People ages 12 and older line up for COVID-19 vaccine appointments outside the American Museum of Natural History, in Manhattan, New York City,

The U.S. Centers for Disease Control and Prevention director urged teenagers to get vaccinated, as new data from the agency's researchers showed one in three teenagers who were hospitalized due to COVID-19 early this year needed ICU admission.

"I am deeply concerned by the numbers of hospitalized adolescents and saddened to see the number of adolescents who required treatment in intensive care units or mechanical ventilation," CDC Director Rochelle Walensky said in a statement on Friday.

The rate of hospitalization due to COVID-19 increased among adolescents aged 12 to 17 in April to 1.3 per 100,000 people from a lower rate in mid-March, the CDC said in its Morbidity and Mortality Weekly Report (MMWR).

Among 204 adolescents, who were hospitalized mainly for COVID-19 between Jan. 1 and March 31, 31.4% were admitted to an intensive care unit and about 5% required mechanical ventilation, the agency said. (https://bit.ly/3vOF96u)

"Much of this suffering can be prevented," Walensky said.

The CDC's latest data was based on a surveillance system of laboratory-confirmed COVID-19-associated hospitalizations in 99 counties across 14 states, covering approximately 10% of the U.S. population.

The data adds to previous information showing that hospitalizations due to severe COVID-19 occur in all age groups even though they occur more often in older adults.

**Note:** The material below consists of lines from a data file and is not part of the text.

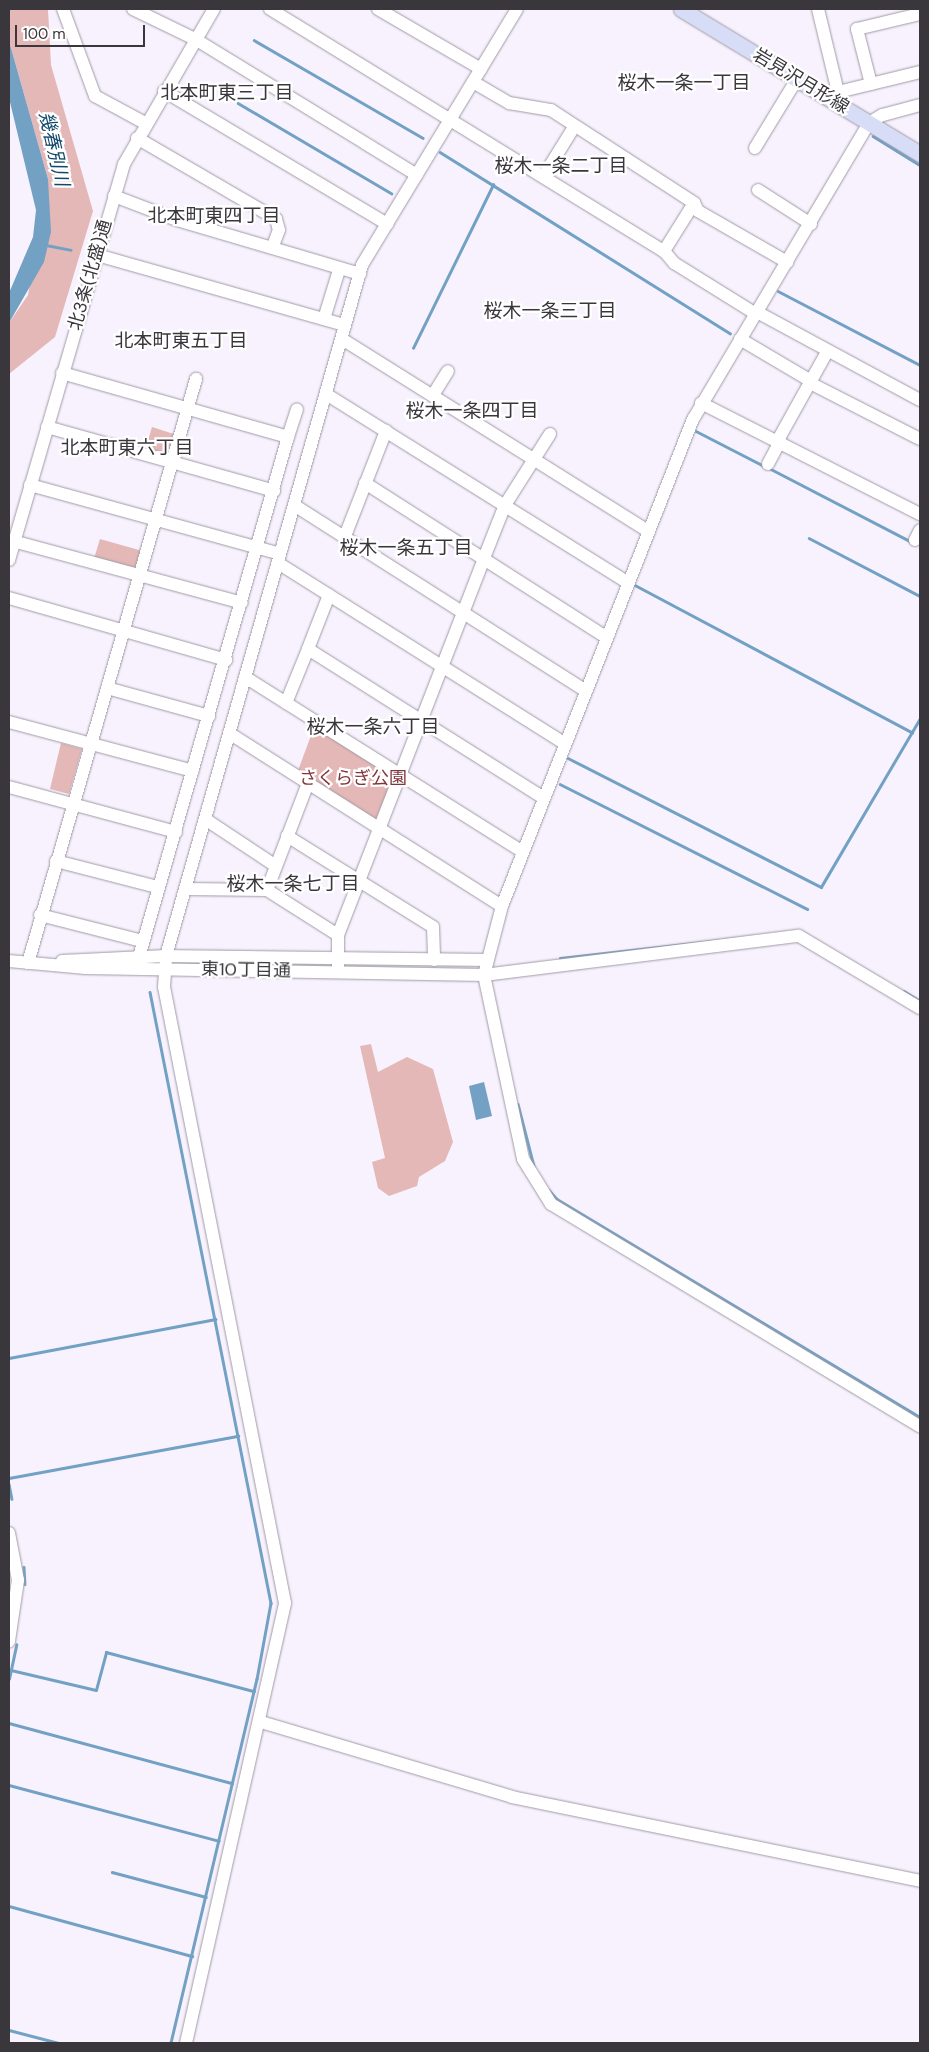 <!DOCTYPE html>
<html>
<head>
<meta charset="utf-8">
<style>
	body { margin:0 }
	#map { position:relative; width:929px; height:2052px; overflow:hidden; background:#f8f2fe; font-family:"DM Sans","Noto Sans JP",sans-serif }
	div>[style] { position:absolute }
	.green>* { inset:0; background:#e4b8b7 }
	.water>* { inset:0; background:#72a1c4 }
	.stream>* { height:2.5px; margin:-1.25px; padding:0 1.25px; transform-origin:1.25px; border-radius:1.25px; background:#72a1c4 }
	.roads { filter:drop-shadow(0 0 1px #a09aa5) drop-shadow(0 0 1px #a09aa5) }
	.minor>* { height:12px; margin:-6px; padding:0 6px; transform-origin:6px; border-radius:6px; background:#fff }
	.major>* { height:15px; margin:-7.5px; padding:0 7.5px; transform-origin:7.5px; border-radius:7.5px; background:#d7ddf7 }
	span { translate:-50% -50%; white-space:nowrap; text-align:center; line-height:1.15; -webkit-text-stroke:4.5px #fff; paint-order:stroke }
	.street-label { font-size:18px; color:#3a373c }
	.park-label { font-size:18px; color:#80363b }
	.neighbourhood-label { font-size:19px; color:#3a373c }
	.water-label { font-size:19px; color:#10496c; font-style:italic }
	.frame { position:absolute; inset:0; border:10px solid #3a373c; pointer-events:none }
	.scale { position:absolute; left:15px; top:25px; width:130px; height:22px; box-sizing:border-box; border:2px solid #3a373c; border-top:0; padding-left:6px; font-size:15px; line-height:18px; white-space:nowrap; color:#3a373c; -webkit-text-stroke:4px #fff; paint-order:stroke }
</style>
</head>
<body>
<div id="map">
	<div class="green">
		<i style="clip-path:polygon(9px 9px,48px 9px,51px 65px,93px 211px,55px 337px,9px 374px,9px 323px,28px 295px,48px 179px,9px 41px)"></i>
		<i style="clip-path:polygon(152px 427px,180px 436px,172px 462px,144px 454px)"></i>
		<i style="clip-path:polygon(100px 539px,146px 552px,140px 575px,93px 562px)"></i>
		<i style="clip-path:polygon(316px 722px,401px 775px,381px 829px,296px 776px)"></i>
		<i style="clip-path:polygon(61px 743px,82px 749px,69px 794px,50px 789px)"></i>
		<i style="clip-path:polygon(371px 1044px,378px 1072px,407px 1057px,433px 1069px,453px 1142px,445px 1161px,419px 1177px,417px 1186px,389px 1196px,378px 1188px,372px 1162px,385px 1158px,360px 1046px)"></i>
	</div>
	<div class="water">
		<i style="clip-path:polygon(9px 41px,48px 179px,51px 232px,44px 262px,9px 323px,9px 293px,33px 237px,36px 210px,9px 98px)"></i>
		<i style="clip-path:polygon(484px 1082px,492px 1116px,476px 1120px,469px 1086px)"></i>
	</div>
	<div class="stream">
		<i style="left:254px;top:40px;width:195px;rotate:30.1deg"></i>
		<i style="left:238px;top:103px;width:178px;rotate:30.5deg"></i>
		<i style="left:873px;top:136px;width:55px;rotate:31.7deg"></i>
		<i style="left:440px;top:152px;width:342px;rotate:32deg"></i>
		<i style="left:46px;top:245px;width:25px;rotate:11deg"></i>
		<i style="left:778px;top:291px;width:160px;rotate:27.5deg"></i>
		<i style="left:413px;top:348px;width:182px;rotate:-63.9deg"></i>
		<i style="left:696px;top:431px;width:76px;rotate:27.2deg"></i>
		<i style="left:769px;top:468px;width:159px;rotate:27.4deg"></i>
		<i style="left:809px;top:538px;width:125px;rotate:27.6deg"></i>
		<i style="left:635px;top:585px;width:314px;rotate:28deg"></i>
		<i style="left:568px;top:758px;width:284px;rotate:27deg"></i>
		<i style="left:821px;top:887px;width:196px;rotate:-59.6deg"></i>
		<i style="left:560px;top:784px;width:277px;rotate:26.8deg"></i>
		<i style="left:560px;top:958px;width:241px;rotate:-6.4deg"></i>
		<i style="left:904px;top:991px;width:19px;rotate:32deg"></i>
		<i style="left:150px;top:992px;width:623px;rotate:78.8deg"></i>
		<i style="left:271px;top:1603px;width:77px;rotate:100.4deg"></i>
		<i style="left:257px;top:1679px;width:374px;rotate:103.3deg"></i>
		<i style="left:518px;top:1104px;width:64px;rotate:75.5deg"></i>
		<i style="left:549px;top:1190px;width:12px;rotate:48deg"></i>
		<i style="left:557px;top:1199px;width:423px;rotate:31deg"></i>
		<i style="left:9px;top:1358px;width:210px;rotate:-10.7deg"></i>
		<i style="left:9px;top:1478px;width:233px;rotate:-10.4deg"></i>
		<i style="left:9px;top:1484px;width:15px;rotate:79deg"></i>
		<i style="left:24px;top:1567px;width:17px;rotate:87deg"></i>
		<i style="left:11px;top:1670px;width:87px;rotate:13.2deg"></i>
		<i style="left:96px;top:1690px;width:39px;rotate:-75deg"></i>
		<i style="left:106px;top:1652px;width:153px;rotate:14.8deg"></i>
		<i style="left:9px;top:1679px;width:35px;rotate:-78deg"></i>
		<i style="left:9px;top:1723px;width:231px;rotate:15.1deg"></i>
		<i style="left:9px;top:1785px;width:217px;rotate:14.9deg"></i>
		<i style="left:112px;top:1872px;width:97px;rotate:14.9deg"></i>
		<i style="left:9px;top:1906px;width:190px;rotate:15.3deg"></i>
		<i style="left:9px;top:2030px;width:52px;rotate:14.6deg"></i>
	</div>
	<div class="roads">
		<div class="minor">
			<i style="left:63px;top:9px;width:93px;rotate:69.8deg"></i>
			<i style="left:95px;top:96px;width:57px;rotate:28.4deg"></i>
			<i style="left:133px;top:9px;width:69px;rotate:25.8deg"></i>
			<i style="left:195px;top:39px;width:260px;rotate:31.5deg"></i>
			<i style="left:270px;top:9px;width:462px;rotate:31.6deg"></i>
			<i style="left:378px;top:9px;width:119px;rotate:30.2deg"></i>
			<i style="left:818px;top:9px;width:85px;rotate:76.5deg"></i>
			<i style="left:473px;top:82px;width:42px;rotate:30.3deg"></i>
			<i style="left:509px;top:103px;width:43px;rotate:9.5deg"></i>
			<i style="left:551px;top:110px;width:171px;rotate:33deg"></i>
			<i style="left:694px;top:203px;width:9px;rotate:63deg"></i>
			<i style="left:698px;top:211px;width:103px;rotate:29.8deg"></i>
			<i style="left:871px;top:84px;width:57px;rotate:-104.3deg"></i>
			<i style="left:857px;top:29px;width:65px;rotate:-13.4deg"></i>
			<i style="left:164px;top:91px;width:260px;rotate:30.8deg"></i>
			<i style="left:830px;top:99px;width:11px;rotate:-41deg"></i>
			<i style="left:838px;top:92px;width:84px;rotate:-13.7deg"></i>
			<i style="left:920px;top:105px;width:39px;rotate:165deg"></i>
			<i style="left:882px;top:115px;width:15px;rotate:148deg"></i>
			<i style="left:869px;top:123px;width:344px;rotate:120.7deg"></i>
			<i style="left:693px;top:419px;width:523px;rotate:111.41deg"></i>
			<i style="left:502px;top:906px;width:71px;rotate:104.6deg"></i>
			<i style="left:484px;top:975px;width:188px;rotate:78deg"></i>
			<i style="left:523px;top:1159px;width:53px;rotate:58.1deg"></i>
			<i style="left:551px;top:1204px;width:431px;rotate:31.1deg"></i>
			<i style="left:137px;top:138px;width:161px;rotate:30.2deg"></i>
			<i style="left:276px;top:219px;width:11px;rotate:75deg"></i>
			<i style="left:279px;top:230px;width:19px;rotate:111deg"></i>
			<i style="left:755px;top:148px;width:81px;rotate:-58.7deg"></i>
			<i style="left:543px;top:177px;width:59px;rotate:-58.2deg"></i>
			<i style="left:758px;top:190px;width:63px;rotate:32.7deg"></i>
			<i style="left:114px;top:196px;width:67px;rotate:20.9deg"></i>
			<i style="left:177px;top:220px;width:191px;rotate:16.4deg"></i>
			<i style="left:694px;top:203px;width:57px;rotate:122deg"></i>
			<i style="left:664px;top:251px;width:16px;rotate:50deg"></i>
			<i style="left:674px;top:263px;width:97px;rotate:31.9deg"></i>
			<i style="left:97px;top:255px;width:258px;rotate:15.8deg"></i>
			<i style="left:757px;top:312px;width:185px;rotate:28.4deg"></i>
			<i style="left:324px;top:319px;width:51px;rotate:-73deg"></i>
			<i style="left:342px;top:339px;width:360px;rotate:32.1deg"></i>
			<i style="left:740px;top:339px;width:82px;rotate:30.6deg"></i>
			<i style="left:62px;top:373px;width:235px;rotate:15.8deg"></i>
			<i style="left:288px;top:437px;width:541px;rotate:105.99deg"></i>
			<i style="left:810px;top:383px;width:123px;rotate:27deg"></i>
			<i style="left:326px;top:394px;width:355px;rotate:32deg"></i>
			<i style="left:433px;top:395px;width:28px;rotate:-58deg"></i>
			<i style="left:701px;top:403px;width:246px;rotate:26.9deg"></i>
			<i style="left:47px;top:427px;width:236px;rotate:15.7deg"></i>
			<i style="left:288px;top:437px;width:29px;rotate:-72deg"></i>
			<i style="left:778px;top:440px;width:101px;rotate:-60.9deg"></i>
			<i style="left:768px;top:464px;width:26px;rotate:-62deg"></i>
			<i style="left:365px;top:483px;width:286px;rotate:32.6deg"></i>
			<i style="left:30px;top:485px;width:259px;rotate:15.4deg"></i>
			<i style="left:294px;top:505px;width:346px;rotate:32.5deg"></i>
			<i style="left:345px;top:536px;width:113px;rotate:-68.7deg"></i>
			<i style="left:9px;top:540px;width:241px;rotate:15.1deg"></i>
			<i style="left:915px;top:540px;width:11px;rotate:-63deg"></i>
			<i style="left:9px;top:560px;width:412px;rotate:-73.8deg"></i>
			<i style="left:124px;top:164px;width:179px;rotate:-59.9deg"></i>
			<i style="left:278px;top:563px;width:339px;rotate:32.2deg"></i>
			<i style="left:329px;top:595px;width:58px;rotate:111.3deg"></i>
			<i style="left:308px;top:649px;width:279px;rotate:32.3deg"></i>
			<i style="left:9px;top:598px;width:226px;rotate:15.9deg"></i>
			<i style="left:245px;top:677px;width:328px;rotate:32.2deg"></i>
			<i style="left:107px;top:688px;width:106px;rotate:15.4deg"></i>
			<i style="left:286px;top:703px;width:58px;rotate:-67.8deg"></i>
			<i style="left:9px;top:722px;width:190px;rotate:14.9deg"></i>
			<i style="left:229px;top:733px;width:323px;rotate:32.4deg"></i>
			<i style="left:9px;top:787px;width:173px;rotate:15.1deg"></i>
			<i style="left:205px;top:819px;width:85px;rotate:33.5deg"></i>
			<i style="left:287px;top:836px;width:172px;rotate:31.9deg"></i>
			<i style="left:433px;top:927px;width:33px;rotate:88deg"></i>
			<i style="left:56px;top:861px;width:104px;rotate:14.4deg"></i>
			<i style="left:186px;top:889px;width:81px;rotate:0.7deg"></i>
			<i style="left:267px;top:890px;width:84px;rotate:32.4deg"></i>
			<i style="left:267px;top:890px;width:115px;rotate:-69deg"></i>
			<i style="left:40px;top:915px;width:105px;rotate:14.3deg"></i>
			<i style="left:9px;top:961px;width:77px;rotate:5.2deg"></i>
			<i style="left:86px;top:968px;width:398px;rotate:1deg"></i>
			<i style="left:484px;top:975px;width:317px;rotate:-7.1deg"></i>
			<i style="left:799px;top:936px;width:141px;rotate:30.8deg"></i>
			<i style="left:62px;top:961px;width:104px;rotate:-2.8deg"></i>
			<i style="left:166px;top:956px;width:319px;rotate:0.7deg"></i>
			<i style="left:28px;top:963px;width:608px;rotate:-73.95deg"></i>
			<i style="left:338px;top:971px;width:36px;rotate:-90deg"></i>
			<i style="left:338px;top:935px;width:404px;rotate:-68.8deg"></i>
			<i style="left:484px;top:558px;width:57px;rotate:-68.4deg"></i>
			<i style="left:505px;top:505px;width:84px;rotate:-57.6deg"></i>
			<i style="left:9px;top:1533px;width:48px;rotate:79.2deg"></i>
			<i style="left:18px;top:1580px;width:62px;rotate:98.4deg"></i>
			<i style="left:261px;top:1722px;width:262px;rotate:16.6deg"></i>
			<i style="left:512px;top:1797px;width:417px;rotate:11.6deg"></i>
			<i style="left:186px;top:2043px;width:451px;rotate:-77.3deg"></i>
			<i style="left:285px;top:1603px;width:628px;rotate:-101.11deg"></i>
			<i style="left:164px;top:987px;width:31px;rotate:-86deg"></i>
			<i style="left:166px;top:956px;width:718px;rotate:-74.16deg"></i>
			<i style="left:362px;top:265px;width:299px;rotate:-58.8deg"></i>
		</div>
		<div class="major">
			<i style="left:681px;top:9px;width:280px;rotate:31.2deg"></i>
		</div>
	</div>
	<div class="street-label">
		<span style="left:801px;top:81px;rotate:31deg">岩見沢月形線</span>
		<span style="left:90px;top:275px;rotate:-74deg">北3条(北盛)通</span>
		<span style="left:246px;top:970px;rotate:1deg">東10丁目通</span>
	</div>
	<div class="park-label">
		<span style="left:353px;top:778px">さくらぎ公園</span>
	</div>
	<div class="neighbourhood-label">
		<span style="left:684px;top:83px">桜木一条一丁目</span>
		<span style="left:227px;top:93px">北本町東三丁目</span>
		<span style="left:561px;top:166px">桜木一条二丁目</span>
		<span style="left:214px;top:216px">北本町東四丁目</span>
		<span style="left:550px;top:311px">桜木一条三丁目</span>
		<span style="left:181px;top:341px">北本町東五丁目</span>
		<span style="left:472px;top:411px">桜木一条四丁目</span>
		<span style="left:127px;top:448px">北本町東六丁目</span>
		<span style="left:406px;top:548px">桜木一条五丁目</span>
		<span style="left:373px;top:727px">桜木一条六丁目</span>
		<span style="left:293px;top:884px">桜木一条七丁目</span>
	</div>
	<div class="water-label">
		<span style="left:54px;top:149px;rotate:77deg">幾春別川</span>
	</div>
	<div class="frame"></div>
	<div class="scale">100 m</div>
</div>
</body>
</html>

The CDC released the data as part of the United States' push to vaccinate teenagers with Pfizer Inc and German partner BioNTech SE's vaccine.

The shot was authorized for use in 12 to 15 year olds in May. Nearly 50% https://covid.cdc.gov/covid-data-tracker/#vaccinations of the U.S. population, 12 years and older, has been fully vaccinated, according to the agency's data.

The increased hospital admission rates in teens may be related partly to the circulation of more infectious variants of the coronavirus and a large number of children returning to schools, the agency said.